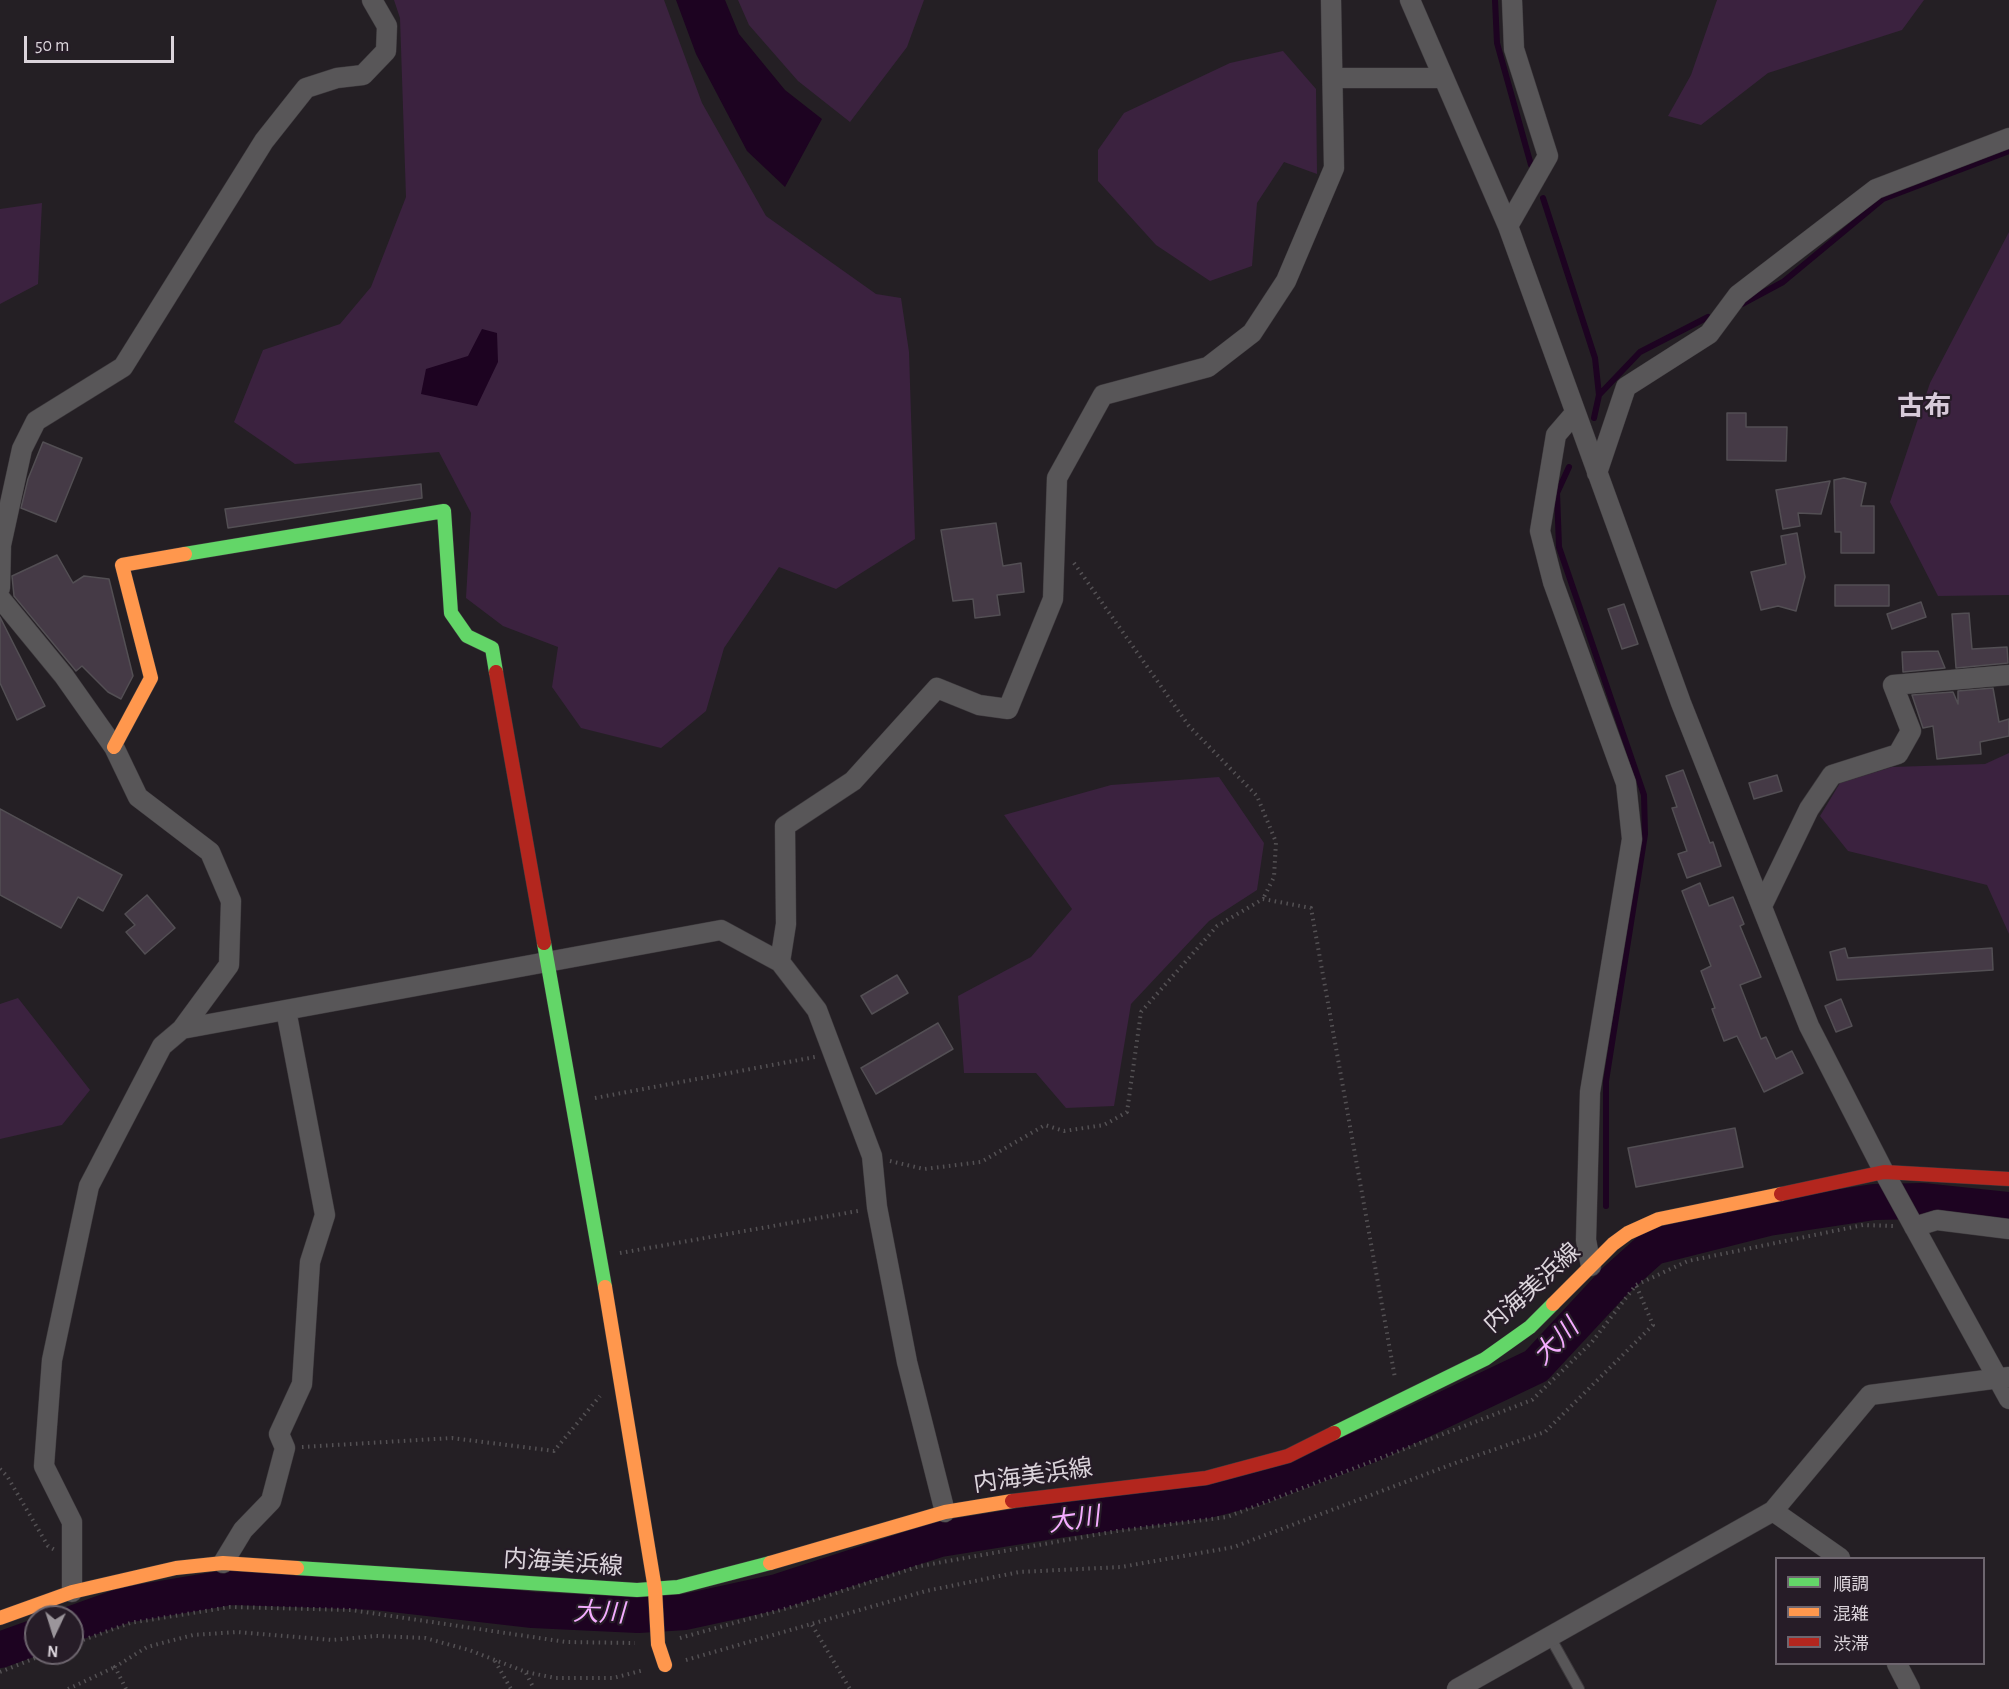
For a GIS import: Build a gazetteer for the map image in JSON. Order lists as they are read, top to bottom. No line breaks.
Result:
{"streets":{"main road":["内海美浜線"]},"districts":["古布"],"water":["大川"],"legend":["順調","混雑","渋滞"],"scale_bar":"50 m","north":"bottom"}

==

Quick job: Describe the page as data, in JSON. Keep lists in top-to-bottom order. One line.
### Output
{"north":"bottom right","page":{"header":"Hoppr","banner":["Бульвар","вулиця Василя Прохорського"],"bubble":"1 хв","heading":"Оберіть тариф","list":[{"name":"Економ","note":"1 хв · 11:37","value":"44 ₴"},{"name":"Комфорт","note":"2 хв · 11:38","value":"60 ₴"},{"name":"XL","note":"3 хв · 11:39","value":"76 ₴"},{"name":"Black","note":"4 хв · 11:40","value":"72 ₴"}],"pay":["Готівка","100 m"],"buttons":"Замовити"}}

# TASK OBJECTIVE
If a line in the data above contains "lists", return that line.

# FINISHED TASK
For a GIS import: Build a gazetteer for the map image in JSON. Order lists as they are read, top to bottom. No line breaks.
Quick job: Describe the page as data, in JSON. Keep lists in top-to-bottom order. One line.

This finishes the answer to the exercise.